Thursday, June 05, 2014

Should we fast?

Fasting wasn't just for ancient Israel or the early church; it is a powerful tool for believers today. David Mathis of Desiring God writes:
What makes fasting such a gift is its ability, with the help of the Holy Spirit, to focus our feelings and their expression toward God in prayer. Fasting walks arm in arm with prayer — as John Piper says, she is "the hungry handmaiden of prayer," who "both reveals and remedies."
    She reveals the measure of food's mastery over us — or television or computers or whatever we submit to again and again to conceal the weakness of our hunger for God.
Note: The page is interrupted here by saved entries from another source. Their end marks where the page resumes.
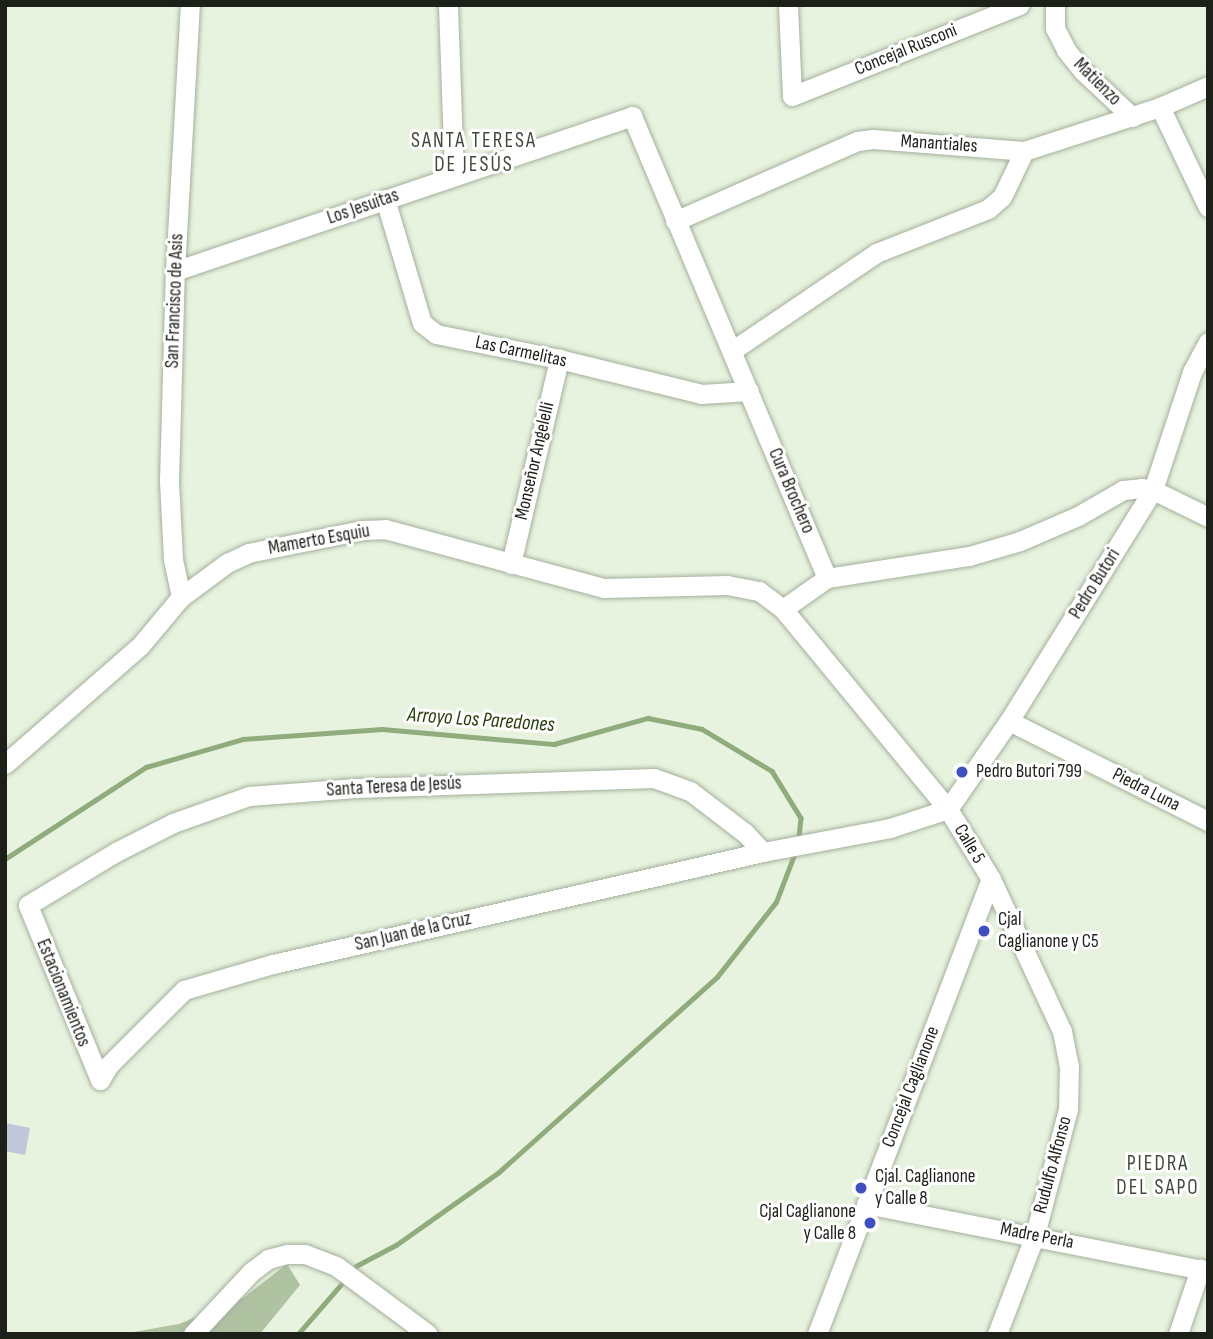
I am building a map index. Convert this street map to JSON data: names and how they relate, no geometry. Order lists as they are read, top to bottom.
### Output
{
  "streets": {
    "street": [
      "Concejal Rusconi",
      "Matienzo",
      "Manantiales",
      "Los Jesuitas",
      "San Francisco de Asis",
      "Las Carmelitas",
      "Monseñor Angelelli",
      "Cura Brochero",
      "Mamerto Esquiu",
      "Pedro Butori",
      "Santa Teresa de Jesús",
      "Piedra Luna",
      "Calle 5",
      "San Juan de la Cruz",
      "Estacionamientos",
      "Concejal Caglianone",
      "Rudulfo Alfonso",
      "Madre Perla"
    ]
  },
  "crossings": [
    ["Matienzo", "Manantiales"],
    ["Manantiales", "Cura Brochero"],
    ["Los Jesuitas", "San Francisco de Asis"],
    ["Los Jesuitas", "Las Carmelitas"],
    ["Los Jesuitas", "Cura Brochero"],
    ["San Francisco de Asis", "Mamerto Esquiu"],
    ["Las Carmelitas", "Monseñor Angelelli"],
    ["Las Carmelitas", "Cura Brochero"],
    ["Monseñor Angelelli", "Mamerto Esquiu"],
    ["Pedro Butori", "Piedra Luna"],
    ["Pedro Butori", "Calle 5"],
    ["Pedro Butori", "San Juan de la Cruz"],
    ["Santa Teresa de Jesús", "San Juan de la Cruz"],
    ["Santa Teresa de Jesús", "Estacionamientos"],
    ["Calle 5", "San Juan de la Cruz"],
    ["Calle 5", "Concejal Caglianone"],
    ["Calle 5", "Rudulfo Alfonso"],
    ["San Juan de la Cruz", "Estacionamientos"],
    ["Concejal Caglianone", "Rudulfo Alfonso"],
    ["Concejal Caglianone", "Madre Perla"],
    ["Rudulfo Alfonso", "Madre Perla"]
  ],
  "districts": ["SANTA TERESA DE JESÚS", "PIEDRA DEL SAPO"],
  "water": ["Arroyo Los Paredones"],
  "places": [
    "Pedro Butori 799",
    "Cjal Caglianone y C5",
    "Cjal. Caglianone y Calle 8",
    "Cjal Caglianone y Calle 8"
  ]
}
And she remedies by intensifying the earnestness of our prayer and saying with our whole body what prayer says with the heart: I long to be satisfied in God alone! (When I Don't Desire God, 171)
That burn in your gut, that rolling fire in your belly, demanding that you feed it more food, signals game time for fasting as a means of grace. Only as we voluntarily embrace the pain of an empty stomach do we see how much we've allowed our belly to be our god (Philippians 3:19).

And in that gnawing ache of growing hunger is the engine of fasting, generating the reminder to bend our longings for food Godward and inspire intensified longings for Jesus. Fasting, says Piper, is the physical exclamation point at the end of the sentence, "This much, O God, I want you!" (Hunger for God, 25–26).
He concludes:
Fasting, like the gospel, isn't for the self-sufficient and those who feel they have it all together. It's for the poor in spirit. It's for those who mourn. For the meek. For those who hunger and thirst for righteousness. In other words, fasting is for Christians.

It is a desperate measure, for desperate times, among those who know themselves desperate for God.
I think a better question is "Why don't we fast?"